-------- Data shown --------
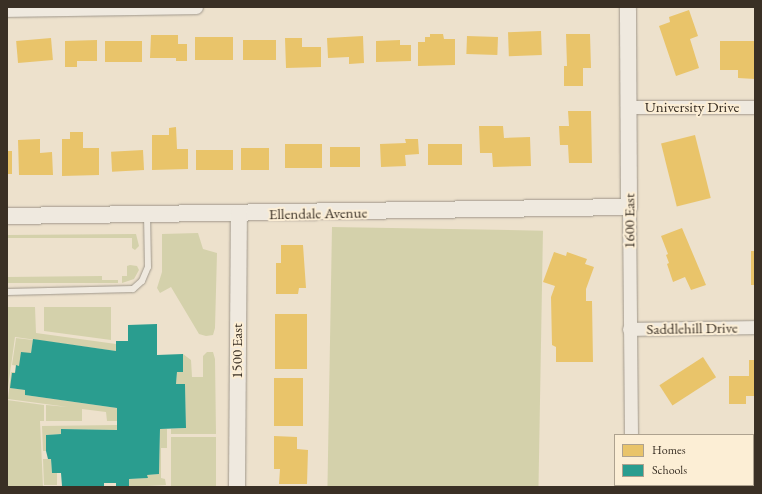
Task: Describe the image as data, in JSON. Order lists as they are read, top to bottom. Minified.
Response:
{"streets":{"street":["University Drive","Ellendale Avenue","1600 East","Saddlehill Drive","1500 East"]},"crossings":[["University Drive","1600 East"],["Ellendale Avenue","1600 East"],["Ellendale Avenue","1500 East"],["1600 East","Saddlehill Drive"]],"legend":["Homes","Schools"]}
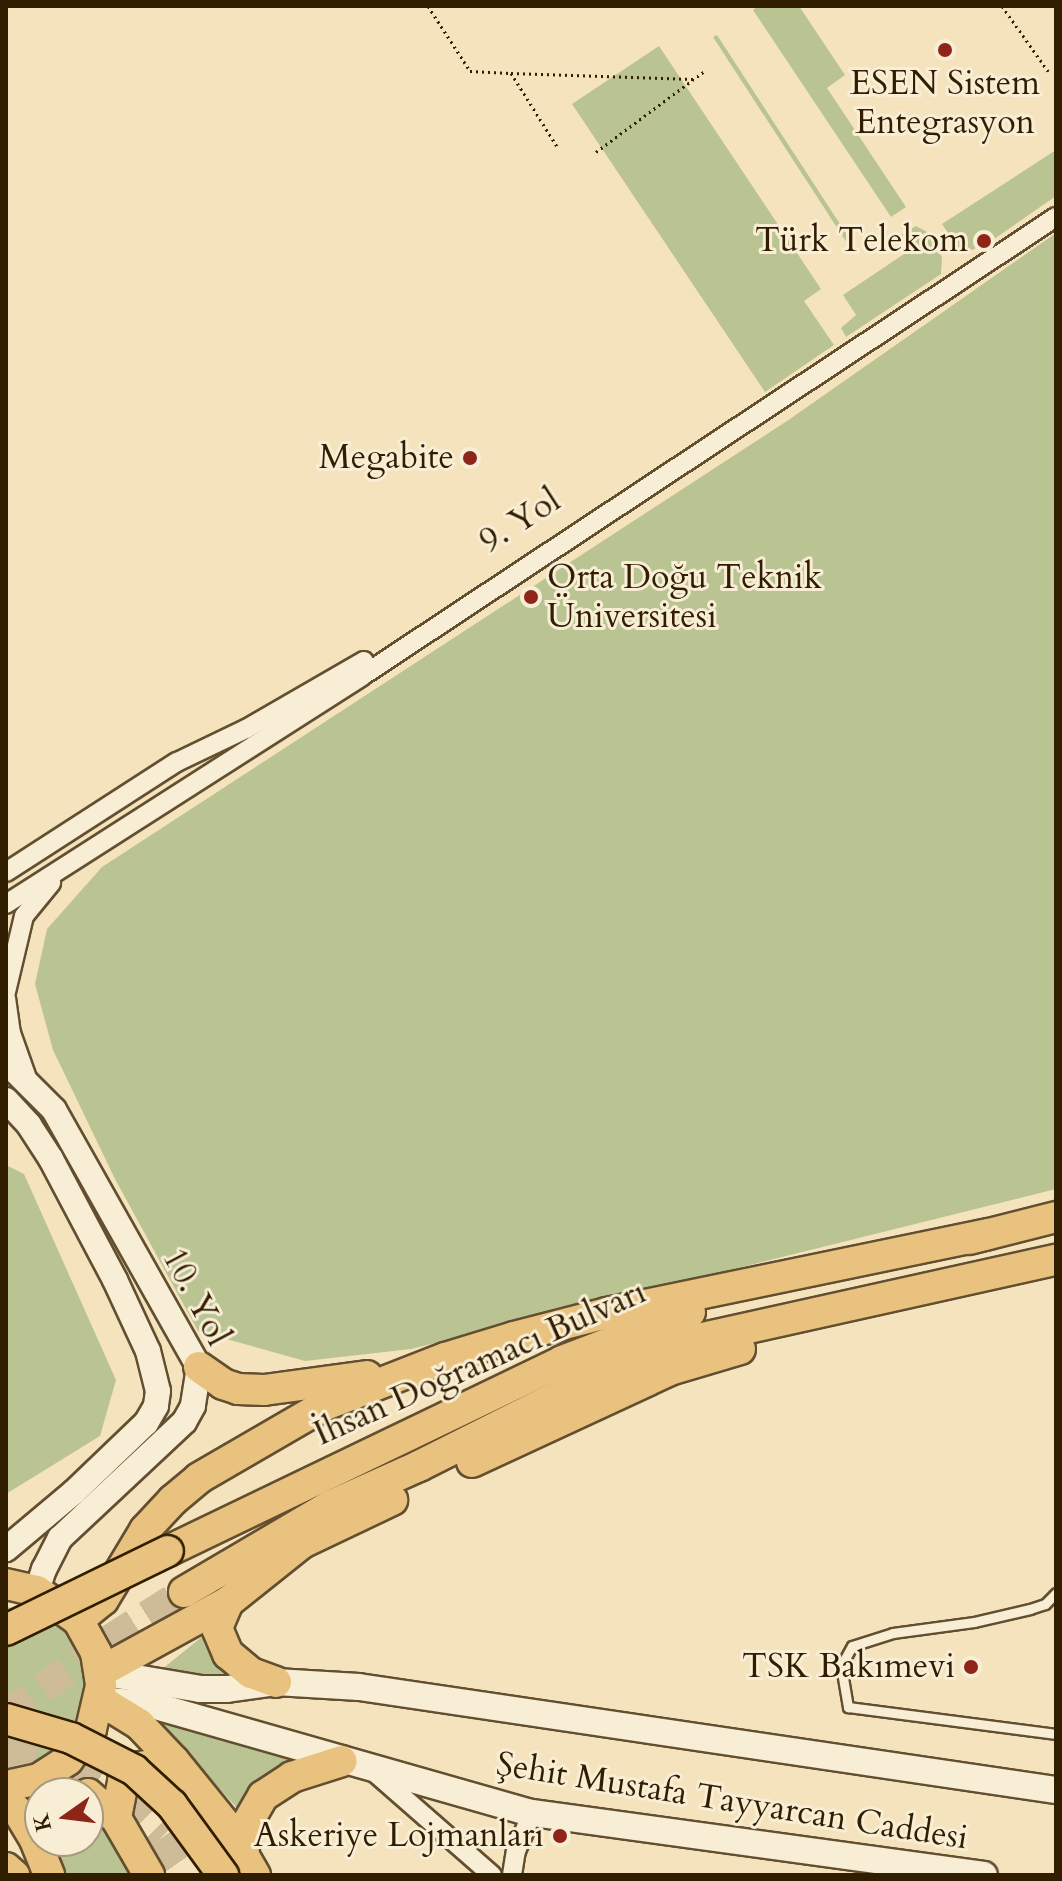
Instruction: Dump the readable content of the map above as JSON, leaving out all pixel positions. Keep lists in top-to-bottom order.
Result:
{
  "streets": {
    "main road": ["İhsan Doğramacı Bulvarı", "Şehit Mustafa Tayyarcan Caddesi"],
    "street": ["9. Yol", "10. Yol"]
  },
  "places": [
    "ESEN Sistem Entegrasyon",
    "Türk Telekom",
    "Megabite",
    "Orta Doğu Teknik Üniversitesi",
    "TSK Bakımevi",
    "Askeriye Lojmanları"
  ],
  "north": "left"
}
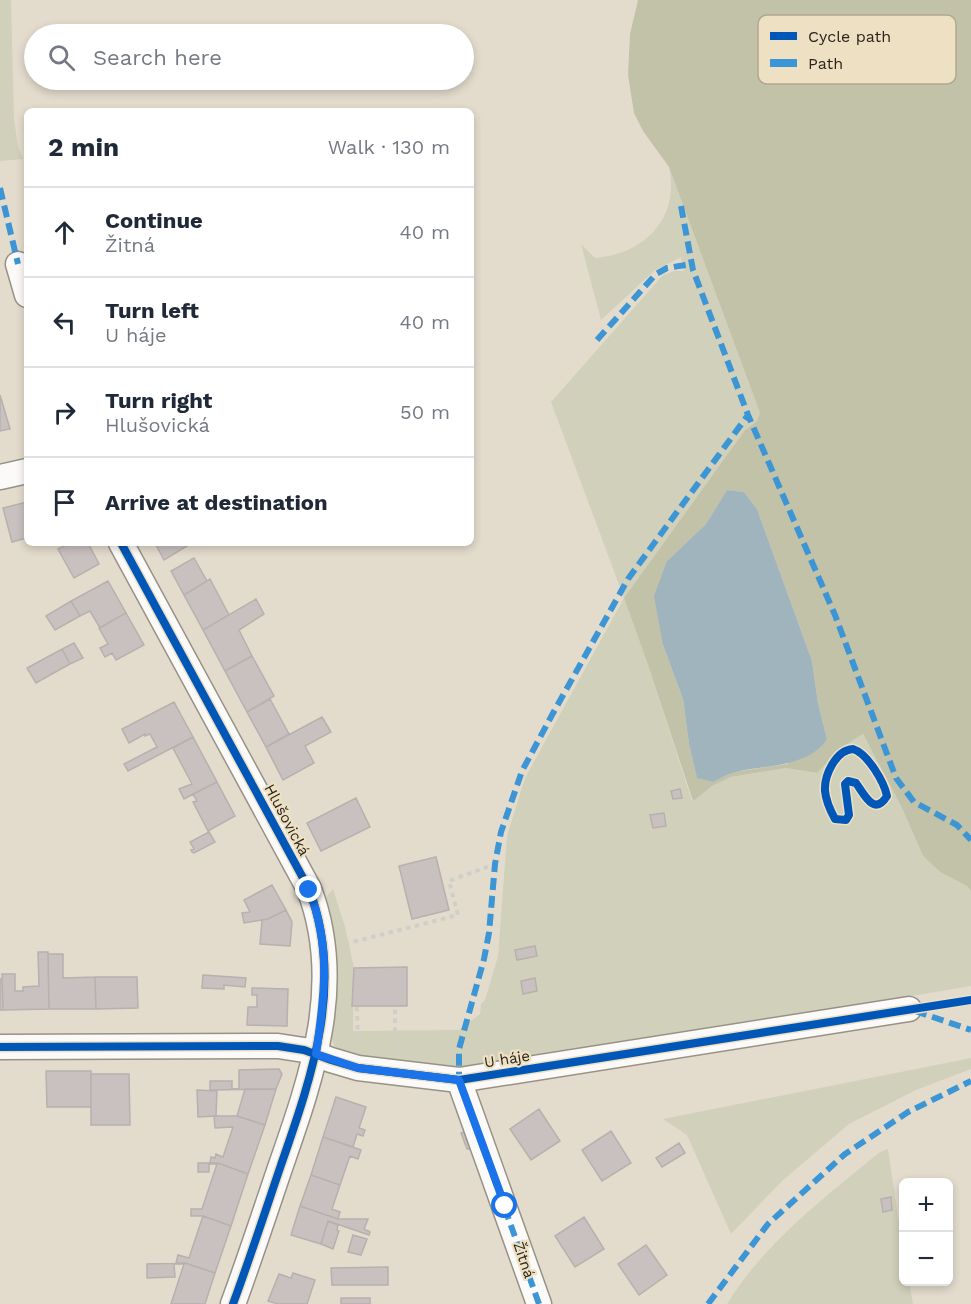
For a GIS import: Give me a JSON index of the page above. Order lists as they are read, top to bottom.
--------
▸ **What the task requires**:
Would you please filter the lines above and copy every one that includes "they"?

▸ **Solution to this task**:
Task: Describe the image as data, in JSON. Order lists as they are read, top to bottom. Minified.
For a GIS import: Give me a JSON index of the page above. Order lists as they are read, top to bottom.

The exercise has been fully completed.